• **What you should do**:
Give back each line of the listing below that contains the string "show".
⟨
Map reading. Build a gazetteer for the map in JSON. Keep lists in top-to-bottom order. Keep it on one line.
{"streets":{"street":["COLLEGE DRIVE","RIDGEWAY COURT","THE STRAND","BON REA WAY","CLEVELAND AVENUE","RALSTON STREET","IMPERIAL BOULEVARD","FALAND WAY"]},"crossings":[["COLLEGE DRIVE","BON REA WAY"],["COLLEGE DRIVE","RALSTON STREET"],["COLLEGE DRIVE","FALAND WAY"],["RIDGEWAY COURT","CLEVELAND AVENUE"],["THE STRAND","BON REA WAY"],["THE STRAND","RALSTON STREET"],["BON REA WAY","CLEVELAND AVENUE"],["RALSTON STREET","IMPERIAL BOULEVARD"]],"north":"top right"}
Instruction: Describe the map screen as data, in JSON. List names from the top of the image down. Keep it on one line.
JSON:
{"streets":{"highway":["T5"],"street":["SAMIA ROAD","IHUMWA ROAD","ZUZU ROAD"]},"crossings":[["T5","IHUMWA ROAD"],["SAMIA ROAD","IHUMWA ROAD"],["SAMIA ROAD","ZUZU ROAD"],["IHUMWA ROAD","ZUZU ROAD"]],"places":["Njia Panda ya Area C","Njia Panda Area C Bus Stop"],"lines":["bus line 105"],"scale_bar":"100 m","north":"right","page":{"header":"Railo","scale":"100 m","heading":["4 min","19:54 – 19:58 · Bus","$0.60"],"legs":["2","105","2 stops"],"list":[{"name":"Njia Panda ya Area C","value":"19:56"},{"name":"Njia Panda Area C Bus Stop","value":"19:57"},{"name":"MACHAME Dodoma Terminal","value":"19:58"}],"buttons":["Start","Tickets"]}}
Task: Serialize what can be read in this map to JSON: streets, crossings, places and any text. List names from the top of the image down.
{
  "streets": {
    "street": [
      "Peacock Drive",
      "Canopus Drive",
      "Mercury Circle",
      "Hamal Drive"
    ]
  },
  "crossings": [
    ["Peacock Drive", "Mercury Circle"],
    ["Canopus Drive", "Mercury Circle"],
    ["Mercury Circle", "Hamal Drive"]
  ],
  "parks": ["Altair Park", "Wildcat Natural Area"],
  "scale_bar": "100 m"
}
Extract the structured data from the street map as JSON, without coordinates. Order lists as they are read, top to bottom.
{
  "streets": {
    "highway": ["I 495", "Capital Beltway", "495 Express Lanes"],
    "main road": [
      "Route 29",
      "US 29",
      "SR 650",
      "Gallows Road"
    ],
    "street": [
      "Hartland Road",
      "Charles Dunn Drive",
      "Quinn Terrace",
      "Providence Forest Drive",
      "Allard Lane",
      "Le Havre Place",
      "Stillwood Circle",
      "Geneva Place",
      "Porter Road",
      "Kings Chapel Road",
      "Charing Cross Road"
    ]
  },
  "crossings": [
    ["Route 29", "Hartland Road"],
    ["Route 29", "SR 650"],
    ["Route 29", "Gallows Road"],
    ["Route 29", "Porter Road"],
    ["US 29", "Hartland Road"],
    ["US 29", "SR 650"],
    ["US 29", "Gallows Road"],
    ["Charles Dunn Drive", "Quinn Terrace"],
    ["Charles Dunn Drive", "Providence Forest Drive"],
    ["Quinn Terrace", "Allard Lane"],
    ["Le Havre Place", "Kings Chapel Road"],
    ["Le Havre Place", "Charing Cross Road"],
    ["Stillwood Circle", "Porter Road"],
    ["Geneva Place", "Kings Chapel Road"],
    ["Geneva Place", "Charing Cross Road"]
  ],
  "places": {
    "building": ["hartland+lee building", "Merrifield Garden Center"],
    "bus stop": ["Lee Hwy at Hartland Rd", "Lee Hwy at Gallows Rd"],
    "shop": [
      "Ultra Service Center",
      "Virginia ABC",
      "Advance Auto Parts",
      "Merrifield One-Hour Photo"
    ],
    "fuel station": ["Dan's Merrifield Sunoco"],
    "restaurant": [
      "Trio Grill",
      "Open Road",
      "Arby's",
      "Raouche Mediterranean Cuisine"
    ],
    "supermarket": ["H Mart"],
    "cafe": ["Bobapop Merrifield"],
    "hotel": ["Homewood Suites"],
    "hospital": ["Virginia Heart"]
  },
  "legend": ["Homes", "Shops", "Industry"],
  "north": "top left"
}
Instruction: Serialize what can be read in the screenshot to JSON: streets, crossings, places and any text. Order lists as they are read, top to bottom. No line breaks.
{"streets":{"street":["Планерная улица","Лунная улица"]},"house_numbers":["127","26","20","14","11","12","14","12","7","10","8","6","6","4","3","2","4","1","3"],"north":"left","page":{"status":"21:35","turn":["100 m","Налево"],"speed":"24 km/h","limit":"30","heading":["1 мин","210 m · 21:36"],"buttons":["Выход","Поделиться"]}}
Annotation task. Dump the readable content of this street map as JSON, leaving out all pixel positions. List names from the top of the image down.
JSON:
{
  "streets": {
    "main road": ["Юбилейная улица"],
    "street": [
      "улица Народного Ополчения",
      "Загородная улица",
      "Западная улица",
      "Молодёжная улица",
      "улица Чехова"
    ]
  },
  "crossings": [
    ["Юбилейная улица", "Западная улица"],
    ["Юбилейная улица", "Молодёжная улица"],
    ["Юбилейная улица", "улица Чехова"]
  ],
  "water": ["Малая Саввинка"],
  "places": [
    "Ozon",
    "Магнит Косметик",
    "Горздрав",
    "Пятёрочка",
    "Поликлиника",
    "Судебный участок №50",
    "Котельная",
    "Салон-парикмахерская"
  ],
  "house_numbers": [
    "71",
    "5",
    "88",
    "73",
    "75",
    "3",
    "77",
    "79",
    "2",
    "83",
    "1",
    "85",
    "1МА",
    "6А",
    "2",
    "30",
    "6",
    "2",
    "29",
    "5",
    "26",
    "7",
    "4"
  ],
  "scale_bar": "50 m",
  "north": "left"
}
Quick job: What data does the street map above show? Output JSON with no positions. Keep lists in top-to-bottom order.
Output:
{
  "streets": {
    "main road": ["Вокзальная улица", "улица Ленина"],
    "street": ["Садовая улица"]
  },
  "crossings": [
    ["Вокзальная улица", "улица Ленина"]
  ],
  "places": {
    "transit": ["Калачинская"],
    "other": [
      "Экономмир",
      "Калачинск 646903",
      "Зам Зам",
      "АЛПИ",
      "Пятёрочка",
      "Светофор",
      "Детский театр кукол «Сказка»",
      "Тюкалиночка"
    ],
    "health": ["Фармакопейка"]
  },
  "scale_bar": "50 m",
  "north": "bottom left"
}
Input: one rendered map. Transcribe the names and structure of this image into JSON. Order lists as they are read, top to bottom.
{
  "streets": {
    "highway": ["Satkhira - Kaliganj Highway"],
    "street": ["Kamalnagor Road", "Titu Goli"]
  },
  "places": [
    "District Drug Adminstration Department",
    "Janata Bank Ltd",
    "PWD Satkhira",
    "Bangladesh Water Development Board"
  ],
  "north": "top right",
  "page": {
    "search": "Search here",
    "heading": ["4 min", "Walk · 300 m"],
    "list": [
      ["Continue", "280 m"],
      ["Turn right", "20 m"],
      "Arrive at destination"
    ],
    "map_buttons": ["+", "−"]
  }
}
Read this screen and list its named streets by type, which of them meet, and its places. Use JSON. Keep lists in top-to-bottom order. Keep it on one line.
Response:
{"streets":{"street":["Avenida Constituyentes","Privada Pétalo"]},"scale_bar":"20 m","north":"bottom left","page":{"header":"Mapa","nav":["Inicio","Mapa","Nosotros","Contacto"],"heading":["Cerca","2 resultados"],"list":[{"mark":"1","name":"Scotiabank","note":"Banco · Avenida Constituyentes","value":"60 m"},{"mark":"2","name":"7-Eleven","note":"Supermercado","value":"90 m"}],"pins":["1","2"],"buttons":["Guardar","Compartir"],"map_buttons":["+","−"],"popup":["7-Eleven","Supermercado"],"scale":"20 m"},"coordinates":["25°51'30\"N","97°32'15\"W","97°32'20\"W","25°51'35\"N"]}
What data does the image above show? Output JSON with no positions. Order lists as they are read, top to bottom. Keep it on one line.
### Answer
⟩
• **Completed task**:
Quick job: What data does the street map above show? Output JSON with no positions. Keep lists in top-to-bottom order.
What data does the image above show? Output JSON with no positions. Order lists as they are read, top to bottom. Keep it on one line.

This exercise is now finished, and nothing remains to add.